Sensibly the committee recognised that there are no 'magic bullets', including the siren calls from some business leaders for privatisation, as if this is somehow a free service if they provide it. The report does reflect wider enthusiasm for shared services. In principle this is a good idea, but in practice there are substantial difficulties and the cost savings are unproven and at best long term. They also recognised our concerns over the lack of effective equality impact assessments of planned cuts and the impact cuts will have on services and the wider economy.
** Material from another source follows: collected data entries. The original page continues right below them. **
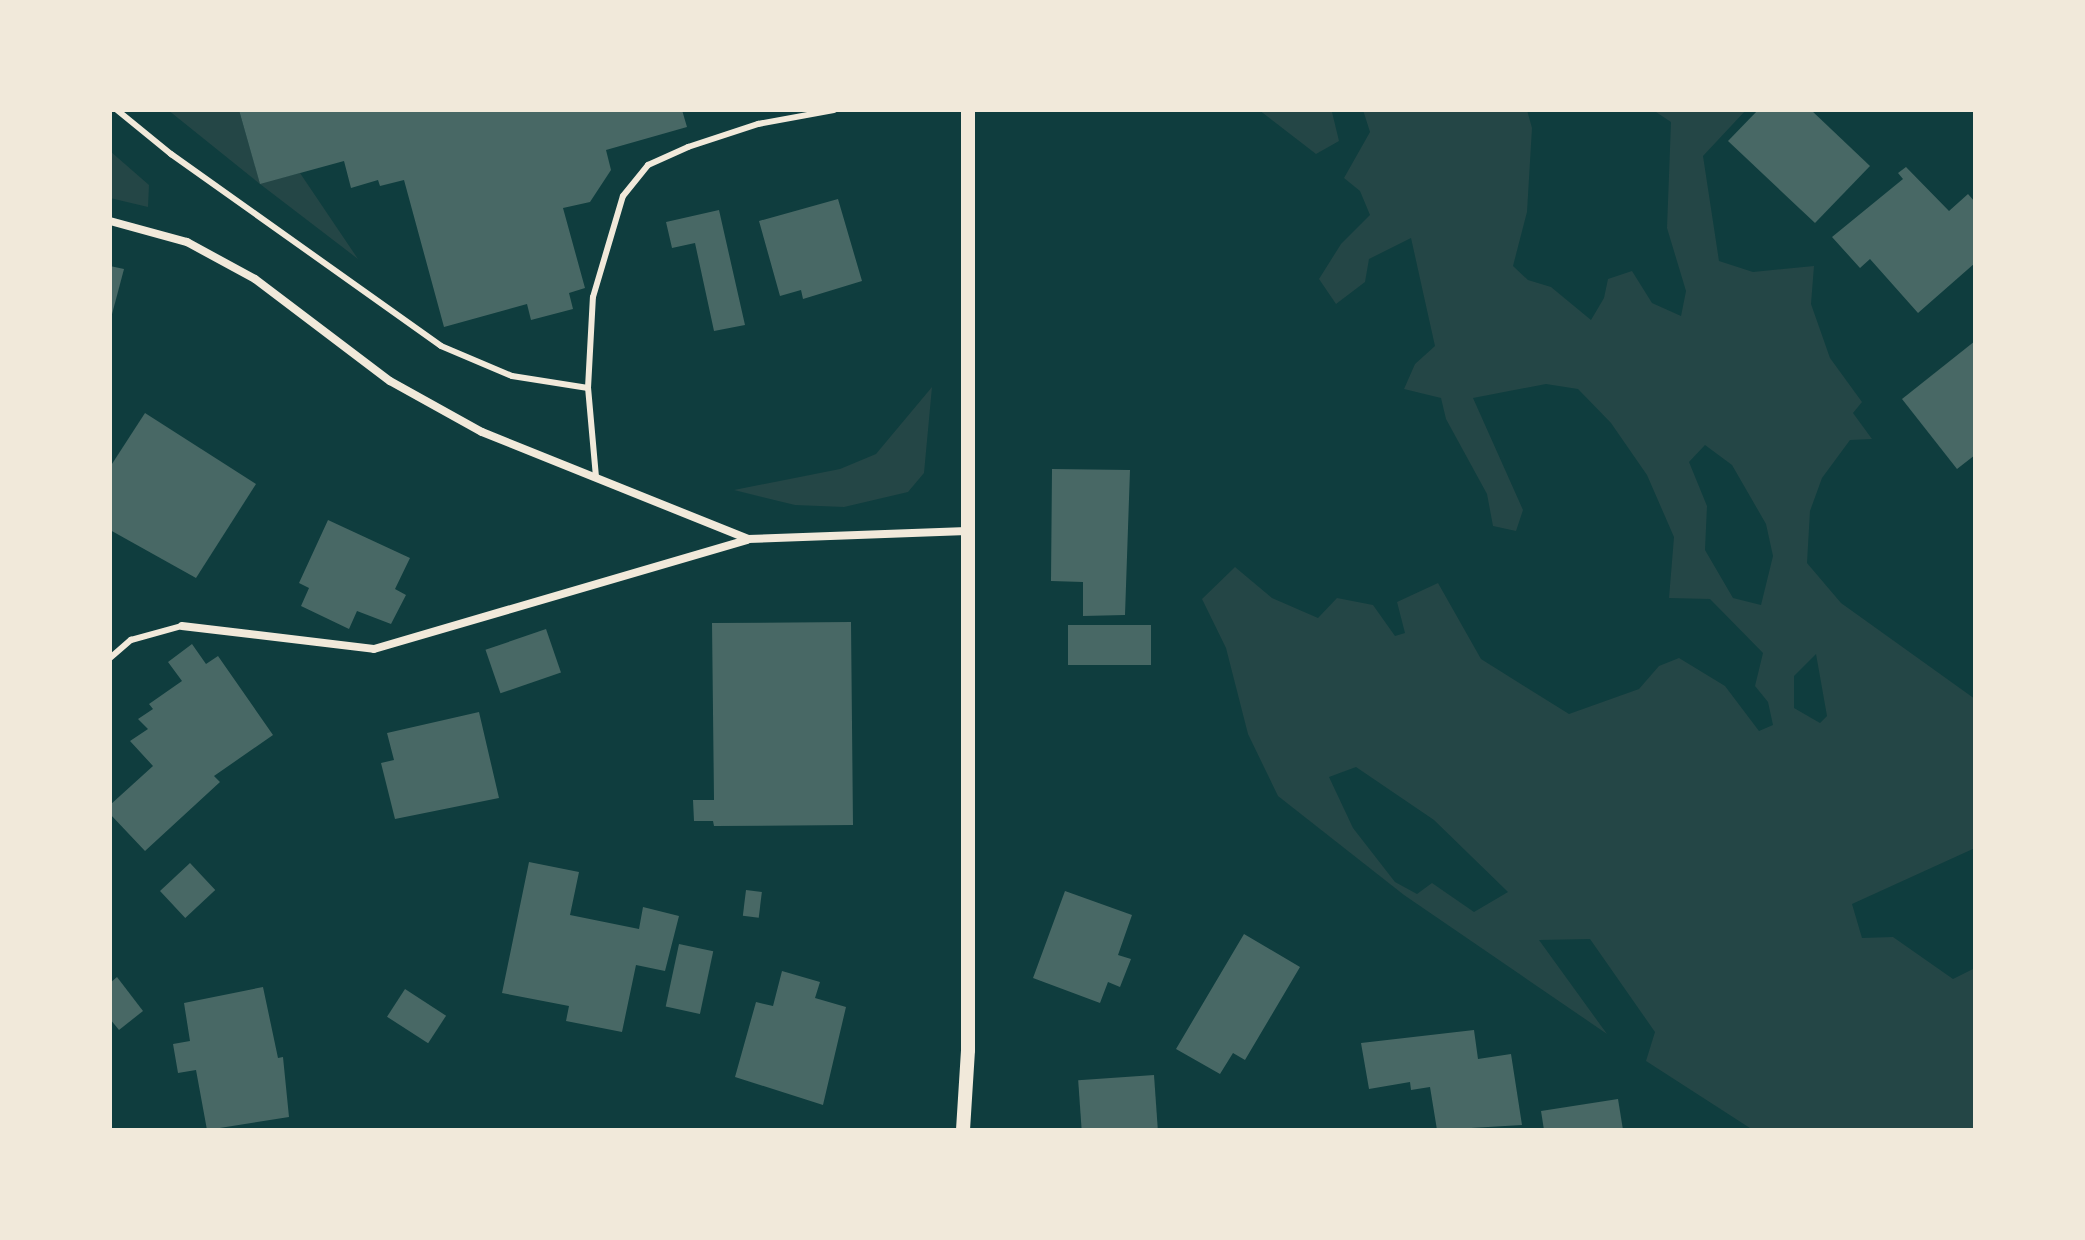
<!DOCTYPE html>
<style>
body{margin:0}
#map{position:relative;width:2085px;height:1240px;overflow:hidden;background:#0f3d3e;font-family:"Space Grotesk",sans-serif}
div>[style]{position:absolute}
.green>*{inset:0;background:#244646}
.building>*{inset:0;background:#486865;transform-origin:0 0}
.service>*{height:6px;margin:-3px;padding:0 3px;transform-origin:3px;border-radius:3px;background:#f1e9da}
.minor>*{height:8px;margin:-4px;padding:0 4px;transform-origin:4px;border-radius:4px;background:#f1e9da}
.tertiary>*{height:14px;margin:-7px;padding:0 7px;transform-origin:7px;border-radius:7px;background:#f1e9da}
span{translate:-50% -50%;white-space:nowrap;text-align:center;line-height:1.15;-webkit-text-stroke:8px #f1e9da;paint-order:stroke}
.frame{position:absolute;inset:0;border:112px solid #f1e9da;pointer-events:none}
</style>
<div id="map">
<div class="green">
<i style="clip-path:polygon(168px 110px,239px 110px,260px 183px,300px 173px,358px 259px,260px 184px)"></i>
<i style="clip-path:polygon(1259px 110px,1336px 110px,1332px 112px,1339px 141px,1316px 154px)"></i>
<i style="clip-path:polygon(evenodd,1363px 110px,1527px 110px,1532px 128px,1527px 212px,1513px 266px,1528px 280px,1551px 287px,1591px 320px,1604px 298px,1608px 279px,1632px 271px,1652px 303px,1681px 316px,1686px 291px,1667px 228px,1671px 122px,1653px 110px,1746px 110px,1703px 156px,1719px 261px,1753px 272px,1814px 266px,1811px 304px,1830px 358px,1862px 402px,1853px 413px,1872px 439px,1850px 440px,1822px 478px,1810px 511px,1807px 563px,1841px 603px,1975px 699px,1975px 848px,1852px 904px,1862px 938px,1893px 937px,1953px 979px,1975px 968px,1975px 1130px,1753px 1130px,1646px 1061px,1655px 1032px,1590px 939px,1539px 940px,1607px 1034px,1404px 895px,1278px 796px,1248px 734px,1226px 648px,1202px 599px,1235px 567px,1272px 598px,1318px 618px,1337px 598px,1373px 605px,1395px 636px,1405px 633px,1397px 602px,1438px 583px,1481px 659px,1569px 714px,1639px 689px,1659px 666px,1679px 658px,1725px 686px,1759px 731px,1773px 725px,1768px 702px,1755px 686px,1763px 653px,1710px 599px,1669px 598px,1674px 537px,1647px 475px,1611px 423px,1578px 389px,1546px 384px,1473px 398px,1523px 510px,1516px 531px,1493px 526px,1487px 494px,1446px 419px,1441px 398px,1404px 389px,1415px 364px,1435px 346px,1411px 238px,1369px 259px,1365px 282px,1336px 304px,1319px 279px,1341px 244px,1370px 215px,1360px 191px,1344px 178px,1370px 132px,1363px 110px,1705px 445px,1732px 465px,1766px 524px,1773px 556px,1761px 605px,1733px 598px,1705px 550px,1707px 506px,1689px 462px,1705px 445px,1363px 110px,1816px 654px,1827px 716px,1820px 723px,1794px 708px,1794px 676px,1816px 654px,1363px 110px,1356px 767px,1434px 820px,1508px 892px,1474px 912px,1432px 883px,1417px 894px,1395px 882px,1353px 828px,1329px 777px,1356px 767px)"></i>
<i style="clip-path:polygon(110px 151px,149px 185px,148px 207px,110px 198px)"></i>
<i style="clip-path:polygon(932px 387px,924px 473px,908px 492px,844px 507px,795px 505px,734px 490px,840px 469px,876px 454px)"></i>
</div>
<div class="building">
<i style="clip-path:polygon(239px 110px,682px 110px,687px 127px,606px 150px,611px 170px,590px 202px,563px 208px,585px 288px,569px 293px,573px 309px,531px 320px,527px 304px,444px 327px,404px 180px,380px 186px,378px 180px,351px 188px,344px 161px,260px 184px)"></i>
<i style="clip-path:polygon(1758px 110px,1811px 110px,1870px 166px,1815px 223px,1728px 141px)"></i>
<i style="clip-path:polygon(1906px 167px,1949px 211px,1968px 194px,1975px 202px,1975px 263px,1918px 313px,1870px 259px,1860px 268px,1832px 237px,1903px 179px,1898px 173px)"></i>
<i style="clip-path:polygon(838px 199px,862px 281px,803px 299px,801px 290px,780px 296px,759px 221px)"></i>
<i style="clip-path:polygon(719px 210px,745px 325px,714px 331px,695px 243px,672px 248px,666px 222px)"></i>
<i style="clip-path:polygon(110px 266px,124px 269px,111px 318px,110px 318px)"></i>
<i style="clip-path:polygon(1975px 341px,1975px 455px,1957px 469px,1902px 399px)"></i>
<i style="clip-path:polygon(145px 413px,256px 484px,196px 578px,110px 530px,110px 467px)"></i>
<i style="clip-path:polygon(1052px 469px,1130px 470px,1125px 615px,1083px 616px,1083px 582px,1051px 581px)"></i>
<i style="clip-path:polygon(328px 520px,410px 558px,395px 589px,406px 595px,391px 624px,357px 611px,349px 629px,301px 606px,309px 588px,299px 583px)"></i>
<i style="clip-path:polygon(851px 622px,853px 825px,714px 826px,713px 821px,694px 821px,693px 800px,714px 800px,712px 623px)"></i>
<i style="left:1151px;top:625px;width:40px;height:83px;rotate:90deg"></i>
<i style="left:546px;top:629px;width:46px;height:64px;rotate:71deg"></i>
<i style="clip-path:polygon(192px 644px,206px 664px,218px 656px,273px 735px,214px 776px,220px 782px,145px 851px,110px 814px,110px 805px,153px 766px,130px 741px,148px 729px,138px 719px,153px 709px,149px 704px,182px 681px,168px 662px)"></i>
<i style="clip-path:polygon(479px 712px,499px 798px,395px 819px,381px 763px,394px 760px,387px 733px)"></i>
<i style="clip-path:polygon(529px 862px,579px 872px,570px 915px,639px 929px,643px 907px,679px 916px,665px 971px,636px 965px,622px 1032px,566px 1021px,569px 1006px,502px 993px)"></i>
<i style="left:190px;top:863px;width:37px;height:41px;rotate:47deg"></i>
<i style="left:746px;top:890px;width:16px;height:26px;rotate:7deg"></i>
<i style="clip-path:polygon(1065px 891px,1132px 915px,1118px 955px,1131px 959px,1120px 987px,1108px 982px,1100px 1003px,1033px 978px)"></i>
<i style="clip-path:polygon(1244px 934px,1300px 967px,1245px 1060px,1233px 1053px,1220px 1074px,1176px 1049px)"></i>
<i style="left:679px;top:944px;width:35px;height:64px;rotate:12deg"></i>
<i style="clip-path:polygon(782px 971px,820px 982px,815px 998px,846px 1007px,823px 1105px,735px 1077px,756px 1002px,773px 1006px)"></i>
<i style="clip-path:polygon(117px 977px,143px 1011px,119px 1030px,110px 1019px,110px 983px)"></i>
<i style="clip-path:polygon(263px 987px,278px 1058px,283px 1057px,289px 1117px,207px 1130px,196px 1070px,178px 1073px,173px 1044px,190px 1041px,184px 1003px)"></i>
<i style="left:405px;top:989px;width:49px;height:33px;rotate:33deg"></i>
<i style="clip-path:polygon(1474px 1030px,1478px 1059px,1511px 1054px,1522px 1125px,1437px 1130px,1430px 1087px,1411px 1090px,1410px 1082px,1369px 1089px,1361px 1043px)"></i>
<i style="left:1154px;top:1075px;width:55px;height:76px;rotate:86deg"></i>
<i style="clip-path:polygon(1618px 1099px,1623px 1130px,1544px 1130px,1541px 1111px)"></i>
</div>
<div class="service">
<i style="left:117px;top:110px;width:70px;rotate:39.2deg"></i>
<i style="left:171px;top:154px;width:331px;rotate:35.4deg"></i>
<i style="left:441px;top:346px;width:77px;rotate:22.9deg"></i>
<i style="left:512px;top:376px;width:77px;rotate:9deg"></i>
<i style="left:596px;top:477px;width:89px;rotate:-95.1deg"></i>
<i style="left:588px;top:388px;width:91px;rotate:-86.9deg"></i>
<i style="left:593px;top:297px;width:105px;rotate:-73.5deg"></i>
<i style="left:623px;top:196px;width:40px;rotate:-51deg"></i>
<i style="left:648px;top:165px;width:44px;rotate:-24.2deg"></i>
<i style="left:688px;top:147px;width:74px;rotate:-18.2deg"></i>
<i style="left:758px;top:124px;width:77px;rotate:-10.4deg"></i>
<i style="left:110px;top:658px;width:28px;rotate:-41deg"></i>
<i style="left:131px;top:640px;width:53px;rotate:-15.4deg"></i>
</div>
<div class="minor">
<i style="left:110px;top:221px;width:80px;rotate:15.3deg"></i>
<i style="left:187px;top:242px;width:77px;rotate:28.6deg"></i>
<i style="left:255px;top:279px;width:169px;rotate:37.1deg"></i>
<i style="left:390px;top:381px;width:105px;rotate:29deg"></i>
<i style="left:482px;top:432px;width:287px;rotate:21.9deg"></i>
<i style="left:748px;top:539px;width:219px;rotate:-2.1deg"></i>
<i style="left:182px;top:626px;width:193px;rotate:6.8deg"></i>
<i style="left:374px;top:649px;width:389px;rotate:-16.3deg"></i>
</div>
<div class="tertiary">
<i style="left:963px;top:1130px;width:80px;rotate:-86.4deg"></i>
<i style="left:968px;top:1050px;width:940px;rotate:-90deg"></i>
</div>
<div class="frame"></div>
</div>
This wider impact of cuts on the economy is beginning to get some wider coverage. Last Sunday's papers started to examine what the loss of 30,000 jobs could mean to the Scottish economy. I followed my comments there in an interview with the BBC today highlighting our research that shows that up to 70p of every £1 in public sector wages are spent in the local economy. Talking to members worried about their jobs, I know that they are already putting off spending decisions on the sort of consumer items that underpin private sector jobs.
The result could well be the sort of double-dip recession that a number of economic pundits have predicted. You don't need to be an economist to see the impact of cuts, not just on the social wage, but on the wider Scottish economy as well.